So it should be covered by the known bots but I only think it is a few Google Bots. I need a few others but I can’t just use a bot name or user agent since those are easily spoofed.
Also, I was not seeing any of them go through in the Firewall logs before I allowed the ASN15169 through the WAF.
Some Google bots are still getting blocked then the same bot will be allowed to pass through a second later, then blocked, etc.
I would like to know if this could be a security issue? I assume not since it is coming straight from Google’s managed server.
Also, are there any disadvantages to allowing Google’s ASN through? I am seeing 16+ thousand Google bots bypassing the firewall; does this mean Argo traffic is serving the bots as well? For some reason, our Argo usage went from an average of 4GB/day to 10GB/day literally overnight but this was a month or so after I set the ASN Firewall Rule. Would that be caused by any Google Bot?

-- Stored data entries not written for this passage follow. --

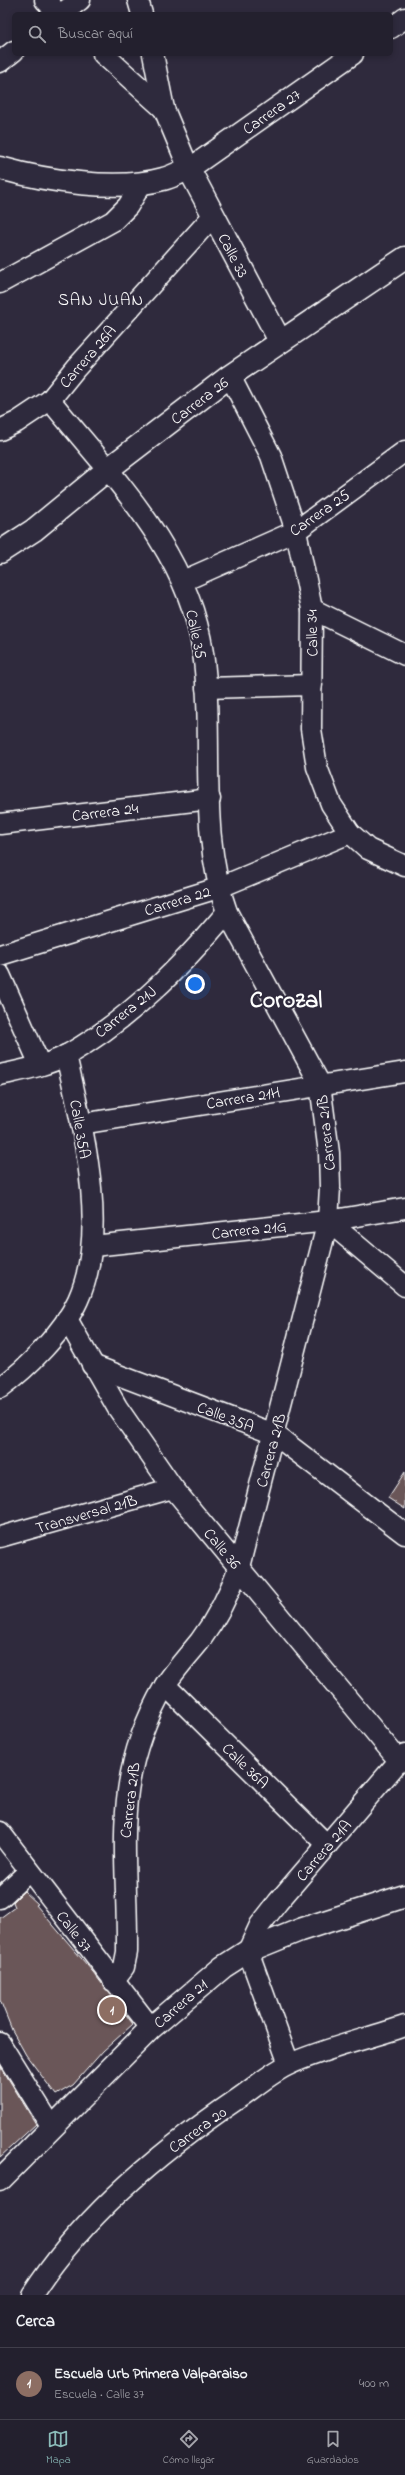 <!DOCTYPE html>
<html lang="es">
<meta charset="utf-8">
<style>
:root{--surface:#23202e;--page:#2f2d3a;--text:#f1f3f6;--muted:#a3a3aa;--line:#403e4a;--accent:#8bbbb9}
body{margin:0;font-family:"Indie Flower",sans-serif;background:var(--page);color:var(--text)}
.you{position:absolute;left:195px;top:984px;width:14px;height:14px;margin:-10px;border:3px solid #fff;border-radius:50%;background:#1a73e8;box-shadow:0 0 0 6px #1a73e833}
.badge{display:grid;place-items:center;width:26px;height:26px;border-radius:50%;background:var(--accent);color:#fff;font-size:13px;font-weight:700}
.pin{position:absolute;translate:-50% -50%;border:2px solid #fff;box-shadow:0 1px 4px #0006}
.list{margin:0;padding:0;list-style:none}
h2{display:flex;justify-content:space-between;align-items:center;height:52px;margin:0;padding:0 16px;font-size:17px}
h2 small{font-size:13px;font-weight:400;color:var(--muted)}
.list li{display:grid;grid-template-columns:26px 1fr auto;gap:12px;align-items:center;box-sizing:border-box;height:72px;padding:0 16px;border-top:1px solid var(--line)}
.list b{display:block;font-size:15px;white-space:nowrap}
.list p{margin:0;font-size:13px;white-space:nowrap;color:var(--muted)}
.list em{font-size:13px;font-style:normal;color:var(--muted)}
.icon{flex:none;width:22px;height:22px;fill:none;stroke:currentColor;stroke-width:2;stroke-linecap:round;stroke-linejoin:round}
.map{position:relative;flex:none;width:405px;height:2295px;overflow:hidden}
.search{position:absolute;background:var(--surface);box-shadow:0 2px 6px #0003;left:12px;right:12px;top:12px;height:44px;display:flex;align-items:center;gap:10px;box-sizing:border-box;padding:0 14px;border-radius:6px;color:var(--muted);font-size:15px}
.sheet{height:124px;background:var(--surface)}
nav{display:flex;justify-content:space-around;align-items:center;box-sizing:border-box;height:56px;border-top:1px solid var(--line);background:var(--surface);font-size:11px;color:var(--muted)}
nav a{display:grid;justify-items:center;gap:2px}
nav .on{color:var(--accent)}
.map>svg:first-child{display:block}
.building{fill:#6a5658;stroke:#fff}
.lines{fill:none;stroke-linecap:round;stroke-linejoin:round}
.minor-casing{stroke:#fff;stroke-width:23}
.tertiary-casing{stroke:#fff;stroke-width:25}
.secondary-casing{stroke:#fff;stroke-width:25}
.minor{stroke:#2f2a3d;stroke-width:20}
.tertiary{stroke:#2f2a3d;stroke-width:22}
.secondary{stroke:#2f2a3d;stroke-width:22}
.labels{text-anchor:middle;stroke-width:4;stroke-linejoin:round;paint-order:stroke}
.street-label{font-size:16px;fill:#fff;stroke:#2f2a3d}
.neighbourhood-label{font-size:17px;letter-spacing:1px;fill:#fff;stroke:#2f2a3d}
.town-label{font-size:24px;font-weight:bold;fill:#fff;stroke:#2f2a3d}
</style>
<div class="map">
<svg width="405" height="2295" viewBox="0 0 405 2295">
<rect width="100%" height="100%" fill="#2f2a3d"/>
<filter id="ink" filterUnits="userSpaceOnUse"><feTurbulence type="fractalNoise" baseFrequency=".025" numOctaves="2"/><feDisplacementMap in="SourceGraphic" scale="8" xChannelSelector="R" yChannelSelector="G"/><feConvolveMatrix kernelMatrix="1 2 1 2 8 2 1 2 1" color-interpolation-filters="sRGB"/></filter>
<g filter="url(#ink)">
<g class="building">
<path d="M405,1472V1509L388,1498Z"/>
<path d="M24,1891L38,1904L36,1905L93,1972L133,2024L103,2051L73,2085L56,2095L26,2055L12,2030L0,2000V1918L15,1907L13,1902Z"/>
<path d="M0,2065L36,2124L0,2157Z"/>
</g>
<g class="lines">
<g class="minor-casing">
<g id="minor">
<path d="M45,0L59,14"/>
<path d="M138,0L142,14"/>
<path d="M61,14L80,0"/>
<path d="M391,28L405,18"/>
<path d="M103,54L164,109"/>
<path d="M153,54L164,109L189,169L353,54"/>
<path d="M0,62L14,51"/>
<path d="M0,283L113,221L128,206L142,183"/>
<path d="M230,376L271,456L296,531L312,609L311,729L317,767L331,804L350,833L368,849L405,866"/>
<path d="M50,400C112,477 189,551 203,653C215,738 197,831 227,912L320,1084L329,1153L330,1187L328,1221L239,1567C229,1595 217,1618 200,1641C188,1656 174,1671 164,1687C110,1781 128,1850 127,1952L124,1967L113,1981"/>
<path d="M0,430L17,422L50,400L76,368L213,216"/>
<path d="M183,581L296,531L405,451"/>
<path d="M312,609L405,655"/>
<path d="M206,688L312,685"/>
<path d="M0,824L210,799"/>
<path d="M0,955L218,888L350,833"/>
<path d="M0,975L40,1065"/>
<path d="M0,1075C22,1070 46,1066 67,1055C130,1019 181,967 227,912"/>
<path d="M81,1124L405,1072"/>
<path d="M328,1221L405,1286"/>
<path d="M93,1246L328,1221L405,1208"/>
<path d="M67,1319L117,1407L173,1488L400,1762"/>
<path d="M92,1365L274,1434L405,1534"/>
<path d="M0,1388C28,1368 64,1331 78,1300C110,1230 82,1127 66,1055"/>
<path d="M0,1537L173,1488"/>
<path d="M165,1685L327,1845"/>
<path d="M0,1832L151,2028"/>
<path d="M0,1898L29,1871"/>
<path d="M0,2043L52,2127"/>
<path d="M289,2064L248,1951L260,1925L278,1902L405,1754"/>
<path d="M32,2295C83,2215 162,2150 239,2098C255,2087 272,2072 290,2064C326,2048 367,2039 405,2026"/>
</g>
</g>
<g class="tertiary-casing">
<g id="tertiary">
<path d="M0,168C46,181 117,192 163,179C172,177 180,172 189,169L280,341"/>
<path d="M0,2180L151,2028L223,1967L248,1951L300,1930L405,1896"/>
</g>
</g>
<g class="secondary-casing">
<path id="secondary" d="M0,552L34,530L107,470L230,376L405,258"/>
</g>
<use href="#minor" class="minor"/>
<use href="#tertiary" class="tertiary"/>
<use href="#secondary" class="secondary"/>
</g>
</g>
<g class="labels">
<g class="street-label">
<text transform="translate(271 111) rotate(-35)" y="6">Carrera 27</text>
<text transform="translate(234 255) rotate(62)" y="6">Calle 33</text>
<text transform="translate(87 356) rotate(-49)" y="6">Carrera 26A</text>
<text transform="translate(199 400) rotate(-37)" y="6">Carrera 26</text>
<text transform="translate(319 512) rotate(-35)" y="6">Carrera 25</text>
<text transform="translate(311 633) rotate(-91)" y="6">Calle 34</text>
<text transform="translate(197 634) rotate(78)" y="6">Calle 35</text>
<text transform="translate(105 811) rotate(-7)" y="6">Carrera 24</text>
<text transform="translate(177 900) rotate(-17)" y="6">Carrera 22</text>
<text transform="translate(125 1011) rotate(-38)" y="6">Carrera 21J</text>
<text transform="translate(243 1097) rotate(-9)" y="6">Carrera 21H</text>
<text transform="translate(81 1129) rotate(80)" y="6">Calle 35A</text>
<text transform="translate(325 1133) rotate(-96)" y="6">Carrera 21B</text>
<text transform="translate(249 1229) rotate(-6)" y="6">Carrera 21G</text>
<text transform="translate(226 1416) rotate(21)" y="6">Calle 35A</text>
<text transform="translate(270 1450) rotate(-75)" y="6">Carrera 21B</text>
<text transform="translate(86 1513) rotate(-16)" y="6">Transversal 21B</text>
<text transform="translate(223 1548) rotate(50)" y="6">Calle 36</text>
<text transform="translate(246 1765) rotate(44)" y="6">Calle 36A</text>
<text transform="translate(129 1800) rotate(-83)" y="6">Carrera 21B</text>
<text transform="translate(323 1850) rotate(-49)" y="6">Carrera 21A</text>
<text transform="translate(75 1931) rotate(52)" y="6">Calle 37</text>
<text transform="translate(180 2003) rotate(-41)" y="6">Carrera 21</text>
<text transform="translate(197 2129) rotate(-36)" y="6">Carrera 20</text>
</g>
<g class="neighbourhood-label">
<text x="101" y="305">SAN JUAN</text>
</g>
<g class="town-label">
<text x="286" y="1007">Corozal</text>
</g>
</g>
</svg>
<div class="you"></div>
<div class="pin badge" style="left:112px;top:2010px;background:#8d6e63">1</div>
<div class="search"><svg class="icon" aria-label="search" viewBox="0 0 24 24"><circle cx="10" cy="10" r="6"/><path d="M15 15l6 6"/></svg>Buscar aquí</div>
</div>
<section class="sheet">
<h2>Cerca<small></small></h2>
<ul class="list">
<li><span class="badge" style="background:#8d6e63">1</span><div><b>Escuela Urb Primera Valparaiso</b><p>Escuela · Calle 37</p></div><em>400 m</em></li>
</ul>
</section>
<nav>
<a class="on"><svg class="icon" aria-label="map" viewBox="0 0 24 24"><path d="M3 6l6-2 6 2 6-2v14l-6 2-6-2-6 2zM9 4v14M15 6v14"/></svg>Mapa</a>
<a><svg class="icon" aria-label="directions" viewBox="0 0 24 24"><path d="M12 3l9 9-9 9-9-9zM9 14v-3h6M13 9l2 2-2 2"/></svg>Cómo llegar</a>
<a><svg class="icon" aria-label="saved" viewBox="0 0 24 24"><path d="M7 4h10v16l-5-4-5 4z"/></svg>Guardados</a>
</nav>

You will have to check your firewall logs because some bots might be blocked - you will see the first rule has a few exceptions (regex so change accordingly if your account is not allowed to use it) for bitly, zapier, feedburner, feedly. Also, I have a rule before those to allow things like updown.io (using a custom user-agent) and other use cases. Make sure to allow cf.bots before blocking with these rules.
Again, use with caution. Your use may be different than anyone else’s.
Regex (“Regular Expression”) is that bit with the test for the user agent. You can remove that from the rule I’ve listed above because only Business and Enterprise can use Match in the the rule expression. Instead you can add those to the Allow rule you’d have created for known bots):
(http.request.uri.path contains "bitlybot") or (http.request.uri.path contains "zapier") or (http.request.uri.path contains "zapier") or (cf.client.bot)
One more question about this in regards to some things I have been reading about.
Why do you block those servers besides known good bots? Wouldn’t that block legitimate traffic from humans? Or are those servers mainly used by other bad or unknown bots or other malicious intent that the firewall may not block without those rules?